Data engineering

December 12, 2023

10 minutes

      User ID Stitching in Databricks

      István Mészáros

      User identification in data is a recurring problem for warehouse-first B2C companies. A single user can be identified with multiple aliases in the datasets:

      ✅ user_id - ID after sign-in
      ✅ device_id - Mobile or desktop device's ID
      ✅ anonymous_id - Tracking cookie
      ✅ customer_id - Stripe
      ✅ contact_id - Hubspot
      ✅ email - Used for sign-in
      ... and many more.

      Picking a single identifier for user identification is risky.
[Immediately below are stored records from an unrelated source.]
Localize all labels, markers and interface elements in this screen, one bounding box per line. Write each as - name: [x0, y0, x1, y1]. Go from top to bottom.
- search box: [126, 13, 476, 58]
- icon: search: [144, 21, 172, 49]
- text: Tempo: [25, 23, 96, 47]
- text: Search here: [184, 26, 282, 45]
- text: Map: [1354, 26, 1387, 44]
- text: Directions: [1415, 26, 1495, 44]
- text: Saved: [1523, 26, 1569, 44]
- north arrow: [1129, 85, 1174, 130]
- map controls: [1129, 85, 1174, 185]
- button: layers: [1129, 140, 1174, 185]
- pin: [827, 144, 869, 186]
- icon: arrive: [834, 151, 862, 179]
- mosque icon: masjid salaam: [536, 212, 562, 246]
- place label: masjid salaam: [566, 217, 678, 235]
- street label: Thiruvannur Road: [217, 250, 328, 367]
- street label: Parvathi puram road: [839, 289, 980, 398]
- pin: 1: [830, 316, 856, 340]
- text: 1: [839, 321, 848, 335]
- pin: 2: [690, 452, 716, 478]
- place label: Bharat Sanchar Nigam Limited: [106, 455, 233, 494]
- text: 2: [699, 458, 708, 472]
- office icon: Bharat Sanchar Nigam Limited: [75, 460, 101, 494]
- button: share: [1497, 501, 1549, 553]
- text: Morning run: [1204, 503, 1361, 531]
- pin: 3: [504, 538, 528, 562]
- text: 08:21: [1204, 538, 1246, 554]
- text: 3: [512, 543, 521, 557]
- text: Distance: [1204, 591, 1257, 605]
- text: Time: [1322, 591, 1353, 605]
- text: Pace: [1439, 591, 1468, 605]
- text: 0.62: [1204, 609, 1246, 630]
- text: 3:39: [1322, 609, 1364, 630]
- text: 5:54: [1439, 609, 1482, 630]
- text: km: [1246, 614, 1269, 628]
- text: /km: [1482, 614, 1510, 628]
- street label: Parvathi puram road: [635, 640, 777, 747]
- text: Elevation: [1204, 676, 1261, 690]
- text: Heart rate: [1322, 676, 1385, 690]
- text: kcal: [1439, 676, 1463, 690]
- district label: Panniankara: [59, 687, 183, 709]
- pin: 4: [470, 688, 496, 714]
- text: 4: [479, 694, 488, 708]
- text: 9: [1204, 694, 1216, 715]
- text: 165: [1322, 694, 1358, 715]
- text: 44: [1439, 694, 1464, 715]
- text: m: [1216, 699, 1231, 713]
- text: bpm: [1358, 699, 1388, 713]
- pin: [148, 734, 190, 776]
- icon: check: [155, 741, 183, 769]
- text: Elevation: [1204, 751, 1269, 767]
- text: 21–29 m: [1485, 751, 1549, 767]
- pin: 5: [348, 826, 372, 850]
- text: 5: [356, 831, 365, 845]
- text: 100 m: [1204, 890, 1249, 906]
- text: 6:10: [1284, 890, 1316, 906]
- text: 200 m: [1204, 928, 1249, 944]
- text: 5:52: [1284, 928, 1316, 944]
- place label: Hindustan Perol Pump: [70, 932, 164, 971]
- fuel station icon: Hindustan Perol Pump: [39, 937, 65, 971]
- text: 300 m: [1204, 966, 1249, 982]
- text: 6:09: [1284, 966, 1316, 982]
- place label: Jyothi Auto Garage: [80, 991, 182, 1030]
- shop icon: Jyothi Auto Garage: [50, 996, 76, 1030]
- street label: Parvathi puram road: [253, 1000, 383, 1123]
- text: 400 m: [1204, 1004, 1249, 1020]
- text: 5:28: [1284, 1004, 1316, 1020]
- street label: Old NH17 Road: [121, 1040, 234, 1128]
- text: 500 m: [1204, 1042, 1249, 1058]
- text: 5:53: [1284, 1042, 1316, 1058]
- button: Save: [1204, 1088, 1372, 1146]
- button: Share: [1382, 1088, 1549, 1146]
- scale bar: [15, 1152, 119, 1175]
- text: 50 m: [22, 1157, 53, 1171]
You may end up:
      ❌ not being able to use that identifier for all your users
      ❌ multiple identifiers for the same user

      ℹ️ The correct solution is to merge all these IDs into a single merged ID and create a user alias table where all aliases are associated with their merged IDs.

      This approach is called retroactive user recognition or ID Stitching and it simplifies data modelling significantly.
      You won't have to think about which ID to use in joins. You can safely use the merged ID once they are backfilled to the all tables.

      ID Stitching in Databricks Example

      It is the simplest to explain this challenge with an example.  
      Imagine you have a dataset that contains app events of users.

      It has four columns:

      • event_time
      • device_id
      • user_id
      User App Events

      The device_id is always filled from the device's internal memory. However, in the data warehouse, it may change as the user switches to another device.

      The goal is to find the first device_id of the user.

      Creating The User Aliases Table With Graphframes

      The user_ids and device_ids are in pairs sometimes, as we can see. You can consider these pairs as edges of graphs.

      If we would have to visualize it, it would look like the following:

      Sub graphs visualized

      The subgraphs in this case are called components.
      Each component represents a single user of the example app. To find the first device_id, we need to see all the user graph components.

      Finding the graph components requires very complex SQL queries with recursive CTEs. SparkSQL does not yet support this at the moment. However, a handy library called Graphframes for Databricks (available in PySpark) is capable of finding the graph components with just a few lines of Python code in virtually any dataset.

      Installing Graphframes on Databricks

      First, we must install the Graphframes library on a Python-enabled Databricks cluster.

      Find the Maven library graphframes:graphframes:0.8.3-spark3.5-s_2.12. There are multiple versions of this library. The only things that matter are the Scala and Spark version numbers.

      For the above Graphframe's version is working only withDBR 14.2 (includes Apache Spark 3.5.0, Scala 2.12)


      Libraries in Databricks (AWS)
      Finding the Maven Package

      To test if your configuration works, you must execute the following code snippet without problem.

      Note, that Graphframes library require cluster checkpoints.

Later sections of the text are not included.